The Commission’s investigation concluded that Ireland granted illegal tax benefits to Apple, which enabled it to pay substantially less tax than other businesses over many years.
In fact, this selective treatment allowed Apple to pay an effective corporate tax rate of one percent on its European profits in 2003 down to 0.005 percent in 2014,” said EU Competition Commissioner Margrethe Vestager EU in a press release before her speech.
Apple was attributing its profits to a “head office” in Cork that had no employees, premises or any economic activity, and paid almost no tax, said Vestager.
The 130-page ruling on Apple’s Irish operations was published on Tuesday following a three-year investigation.
“I disagree profoundly with the commission’s decision,” said Irish Finance Minister Michael Noonan, adding that the country’s tax system leans on the law “without exception.”
According to a FT source familiar with the matter, Apple would have to restate its accounts as a result of the ruling.
The US company allegedly paid tax at a rate of one percent, well below Ireland’s then official 12.5 percent corporate tax.

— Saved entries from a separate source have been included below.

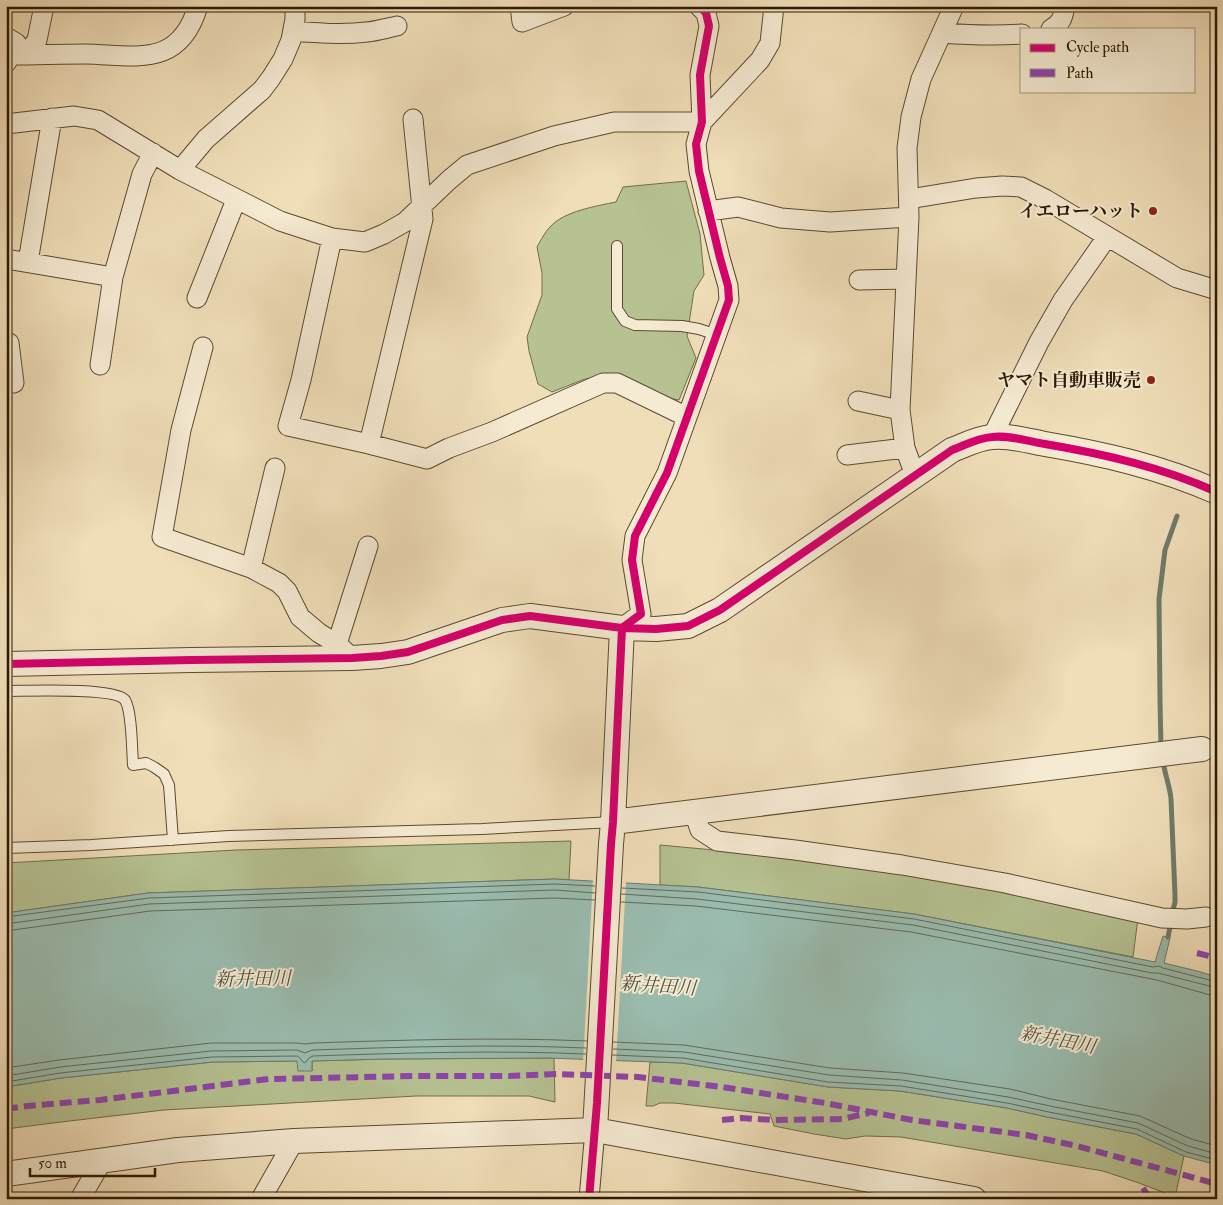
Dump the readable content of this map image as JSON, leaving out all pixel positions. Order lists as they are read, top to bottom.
{
  "water": ["新井田川"],
  "places": ["イエローハット", "ヤマト自動車販売"],
  "legend": ["Cycle path", "Path"],
  "scale_bar": "50 m"
}
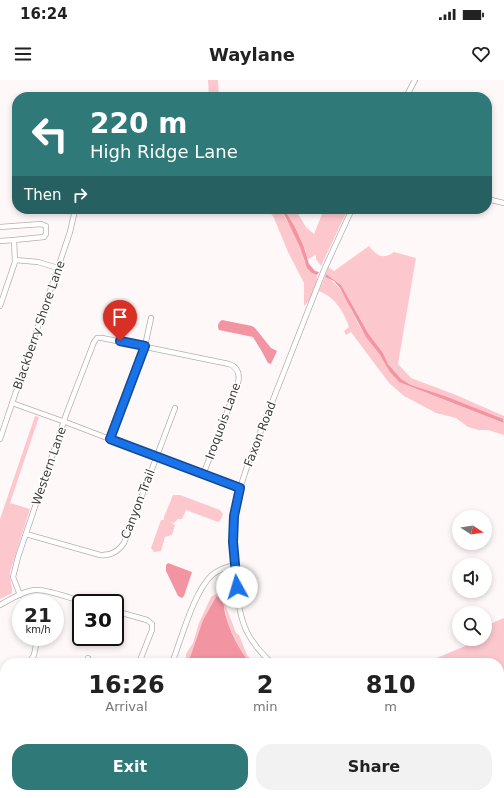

The investigation was accompanied by strong warnings from Washington not to fine American companies.
The US Department of Justice accused the European Commission of becoming a “supranational tax authority” overriding the tax codes of its member countries.
The Obama administration warned the EU that the investigation could “create an unfortunate international tax policy precedent.”
The European Commission accused Ireland in 2014 of dodging international tax rules by allowing Apple to funnel tens of billions of dollars of European profits into the country in return for maintaining jobs. Apple has rejected the decision and said it will appeal.
“The European Commission has launched an effort to rewrite Apple’s history in Europe, ignore Ireland’s tax laws and upend the international tax system in the process. The Commission’s case is not about how much Apple pays in taxes, it’s about which government collects the money. It will have a profound and harmful effect on investment and job creation in Europe,”Apple said.
The multibillion dollar penalty for Apple will be much bigger than fines on other US companies such as Starbucks and Fiat Chrysler.
The European watchdog had previously ordered the Netherlands and Luxembourg to recover €30 million in unpaid taxes from the coffee company and car maker.
The biggest penalty to date involved EDF, the French energy group, which was ordered to repay €1.4 billion.
What is the dispute over?
At the heart of the matter are tax arrangements that helped Apple pay an ultra-low rate of just 4 per cent on nearly $200bn of foreign profits it has earned over the past 10 years.
Apple’s lightly-taxed foreign cash mountain is the biggest of any US multinational.
The $187bn it held outside the US in 2015 accounts for a big share of the $1.2tn that US multinationals have parked offshore, in the hope that US tax reform will eventually cut the cost of repatriating the profits.
So far, Apple’s foreign profits have been lightly taxed.
What is the commission’s complaint?
Why was Apple’s Irish arm so important?
About 90 per cent of Apple’s foreign profits are earned by Irish subsidiaries, which are highly profitable because they hold rights to Apple’s intellectual property.
But these Irish entities paid little tax because they were not tax resident anywhere — a usual structure that exploited differences between the US and Irish definitions of residence.
The European Commission is targeting the arrangement on the grounds that it gave Apple an undue tax advantage that distorted competition. It alleges this amounted to illegal state aid, a breach of the EU’s unique restrictions on state support to companies.
While it builds on similar commission tax decisions recently served against deals for Starbucks in the Netherlands and Fiat in Luxembourg, the Apple case is by far the biggest and most significant.